Le principe pollueur-payeur à l’épreuve
Plus on cherche de molécules, plus les analyses coûtent cher. Et plus on en trouve, plus la dépollution est coûteuse. « Au final, c’est le consommateur qui paie, ou bien le contribuable, mais c’est la même chose », déplore François Veillerette, porte-parole de Générations futures, engagé depuis plus de 30 ans contre les pesticides.
Pour le militant écologiste, qui vit en zone agricole dans l’Oise, la question de l’eau illustre une « application inversée du principe pollueur-payeur. On est plutôt sur pollué-payeur ». En France, les industriels paient une redevance aux agences de l’eau, tout comme les distributeurs de phytos avec la redevance pour pollutions diffuses (RPD). Mais ce sont les agriculteurs qui en assument le coût. Le projet de loi de finances 2024 prévoyait d’augmenter la RPD, avant que le gouvernement ne recule après une réunion avec la FNSEA.

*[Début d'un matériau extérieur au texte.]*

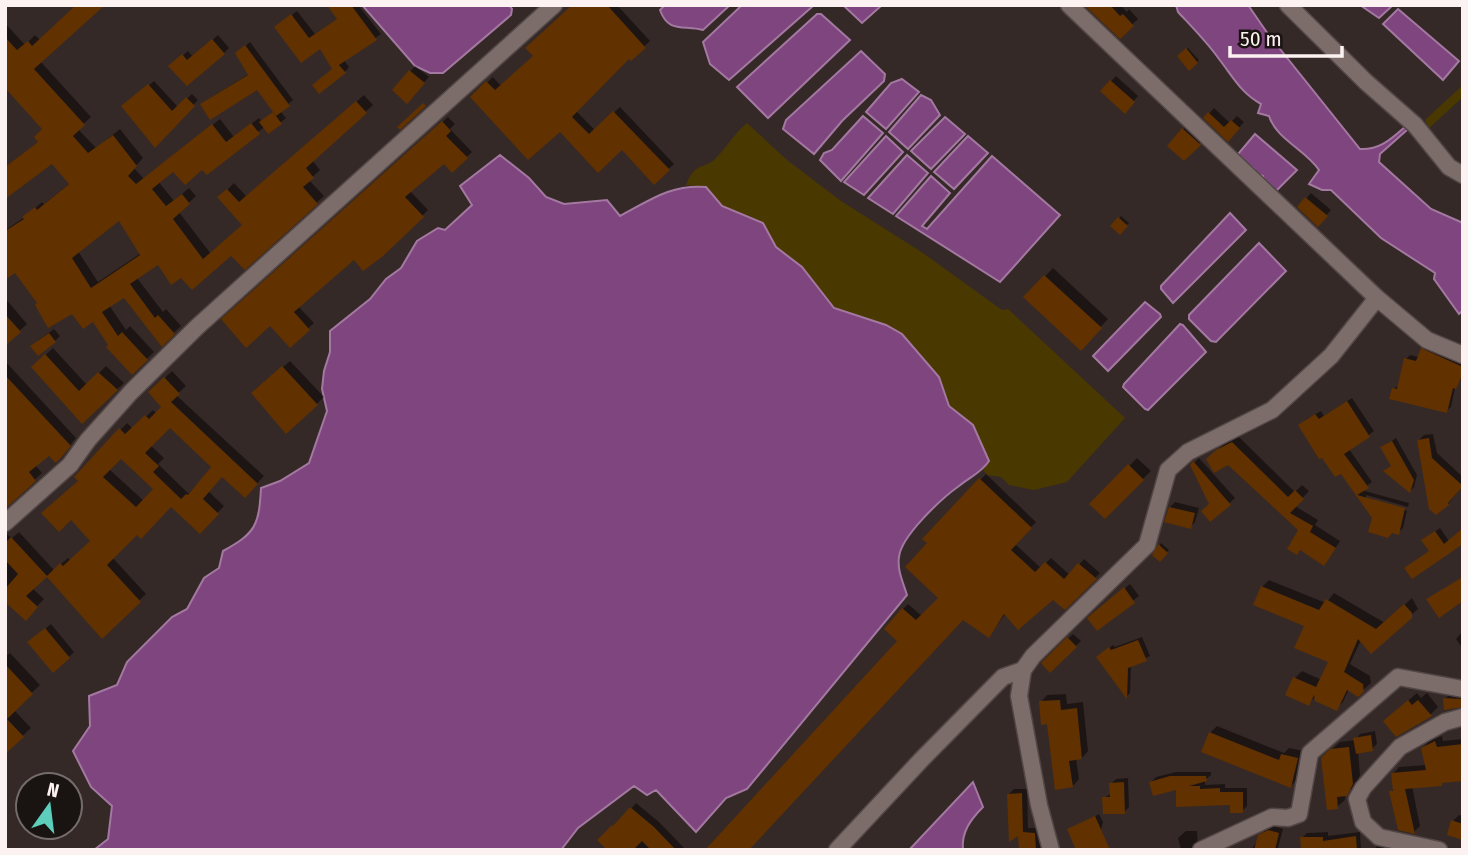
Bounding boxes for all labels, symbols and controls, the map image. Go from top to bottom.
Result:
scale bar [1230,14,1342,58]
text: 50 m [1240,26,1282,52]
north arrow [14,771,84,841]
text: N [45,777,61,803]

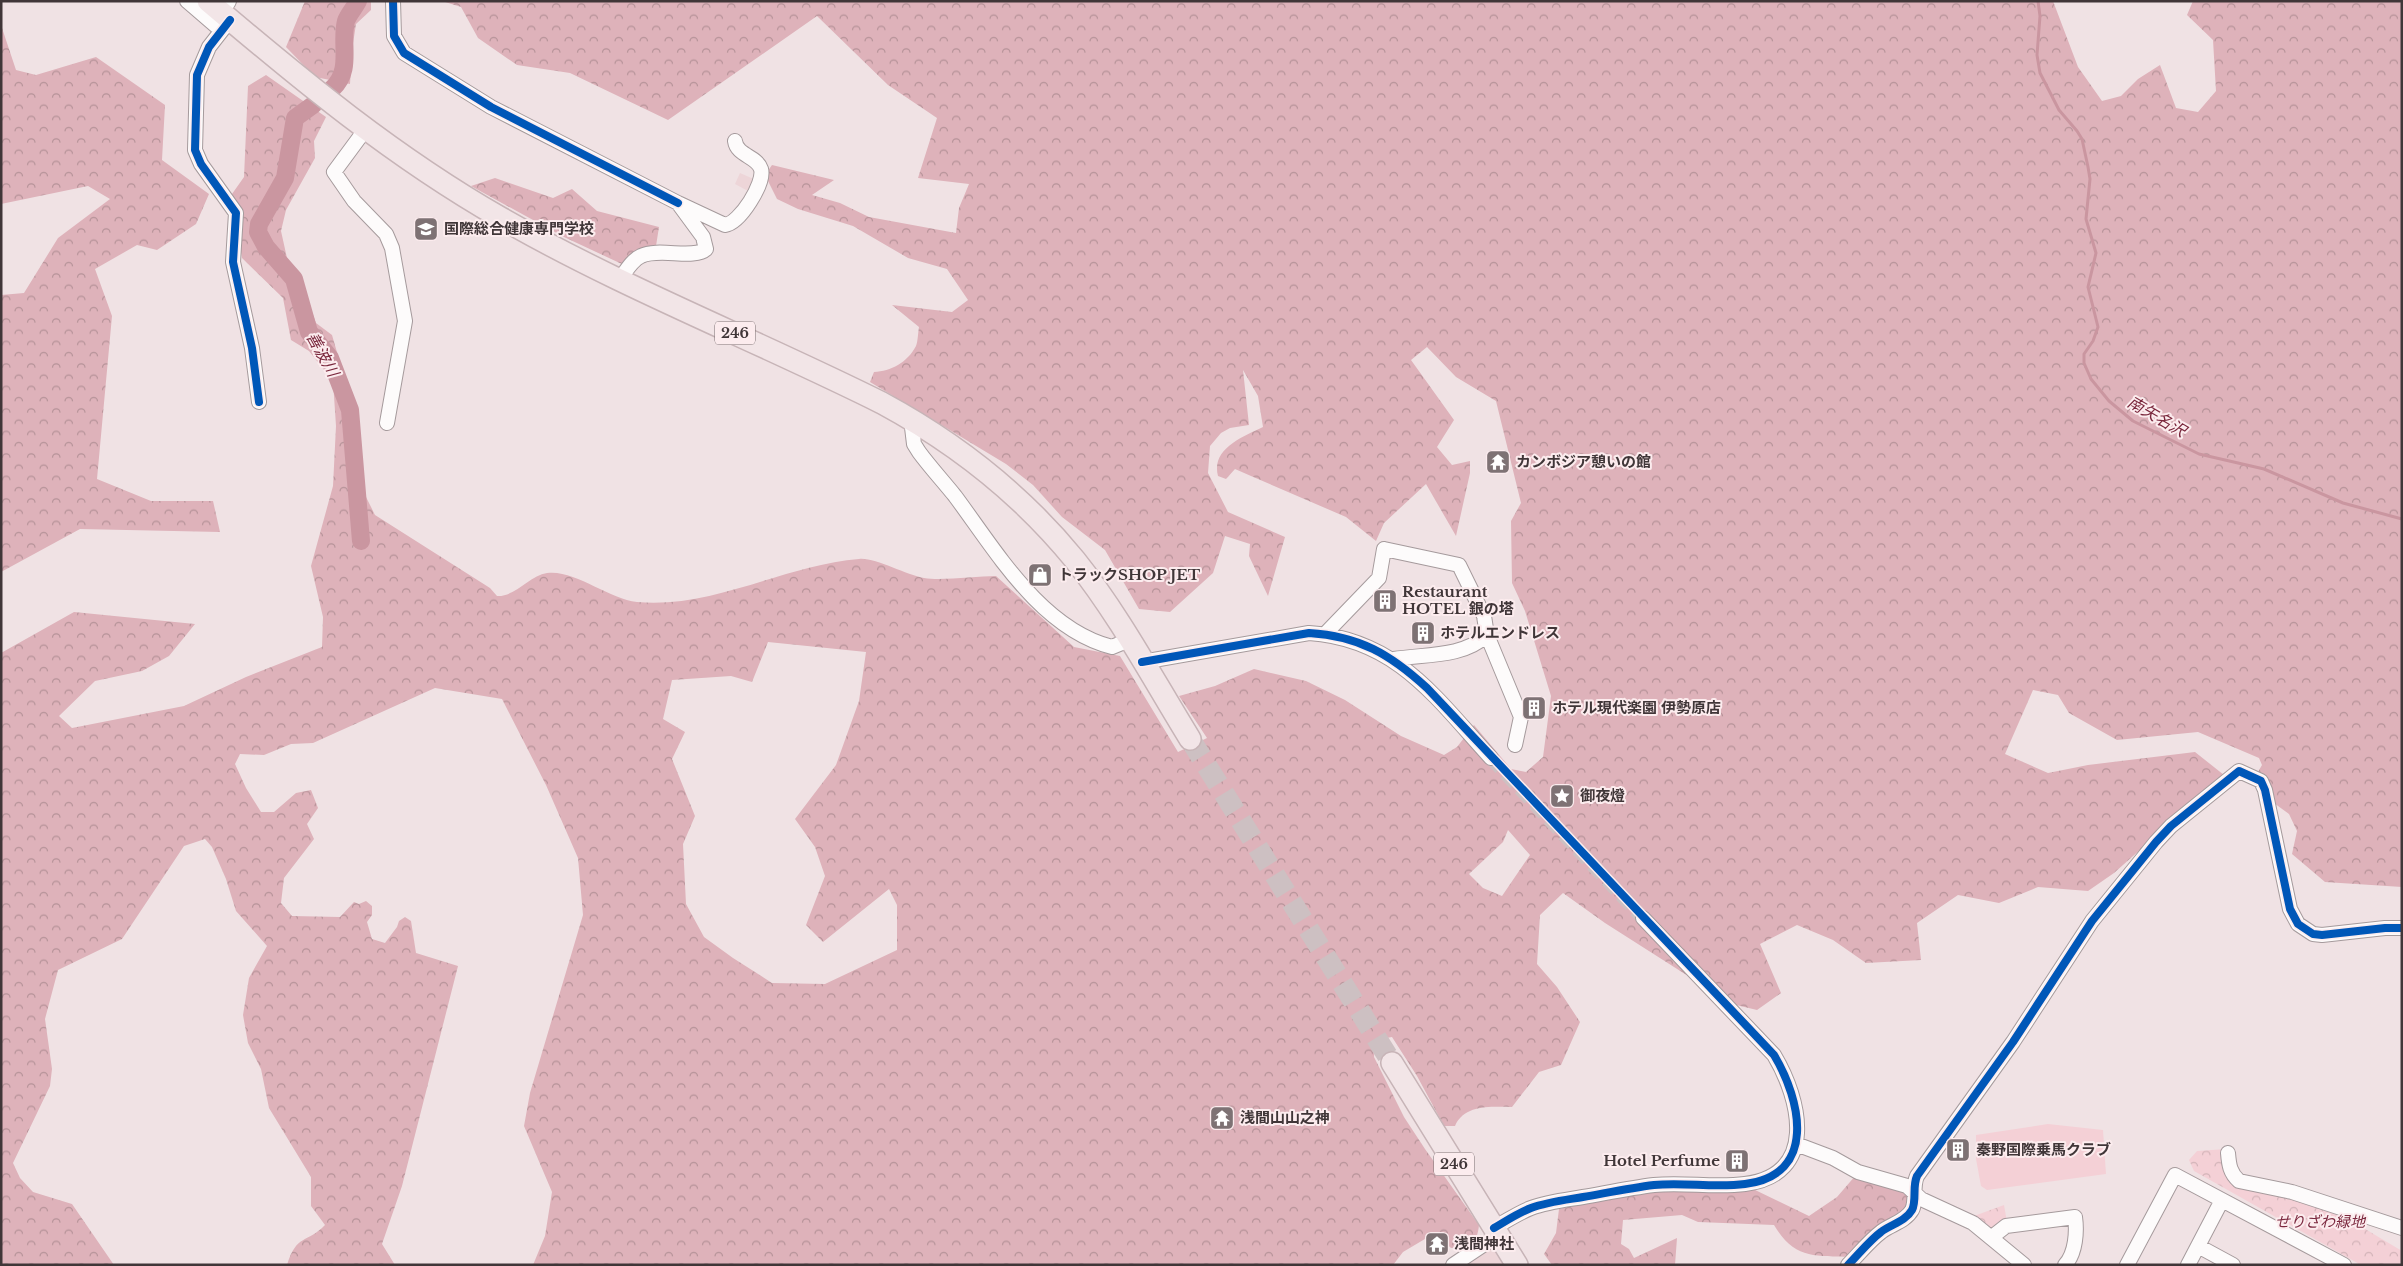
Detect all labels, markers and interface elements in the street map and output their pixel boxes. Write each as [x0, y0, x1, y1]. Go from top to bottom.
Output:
school or university icon: 国際総合健康専門学校 [413, 216, 439, 242]
place label: 国際総合健康専門学校 [444, 219, 594, 238]
road number: 246 [715, 322, 755, 344]
water label: 善波川 [303, 328, 344, 382]
water label: 南矢名沢 [2124, 391, 2191, 442]
temple icon: カンボジア憩いの館 [1485, 449, 1511, 475]
place label: カンボジア憩いの館 [1516, 452, 1651, 471]
shop icon: トラックSHOP JET [1027, 562, 1053, 588]
place label: トラックSHOP JET [1058, 565, 1201, 584]
place label: Restaurant HOTEL 銀の塔 [1402, 582, 1514, 618]
building icon: Restaurant HOTEL 銀の塔 [1372, 588, 1398, 614]
building icon: ホテルエンドレス [1410, 620, 1436, 646]
place label: ホテルエンドレス [1440, 623, 1560, 642]
building icon: ホテル現代楽園 伊勢原店 [1521, 695, 1547, 721]
place label: ホテル現代楽園 伊勢原店 [1552, 698, 1721, 717]
place icon: 御夜燈 [1549, 783, 1575, 809]
place label: 御夜燈 [1580, 786, 1625, 805]
temple icon: 浅間山山之神 [1209, 1105, 1235, 1131]
place label: 浅間山山之神 [1240, 1108, 1330, 1127]
building icon: 秦野国際乗馬クラブ [1945, 1137, 1971, 1163]
place label: 秦野国際乗馬クラブ [1976, 1140, 2111, 1159]
building icon: Hotel Perfume [1724, 1148, 1750, 1174]
place label: Hotel Perfume [1603, 1151, 1720, 1170]
road number: 246 [1434, 1152, 1474, 1176]
park label: せりざわ緑地 [2275, 1212, 2367, 1231]
temple icon: 浅間神社 [1424, 1231, 1450, 1257]
place label: 浅間神社 [1454, 1234, 1514, 1253]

Depuis un bel immeuble du septième arrondissement parisien, la Fédération nationale des collectivités concédantes et régies (FNCCR) accompagne les collectivités dans la gestion des services publics de l’énergie, de l’eau et du numérique. Cyrielle Vandewalle, ingénieure agronome et chargée de mission à la FNCCR, estime qu’il faudrait faire « payer les vrais responsables de la pollution » : les producteurs de produits phytosanitaires. « Il ne faut pas considérer comme uniques responsables les agriculteurs à qui on a demandé de produire plus et, au final, ces produits leur ont été conseillés voire imposés pour garantir un certain rendement », développe-t-elle.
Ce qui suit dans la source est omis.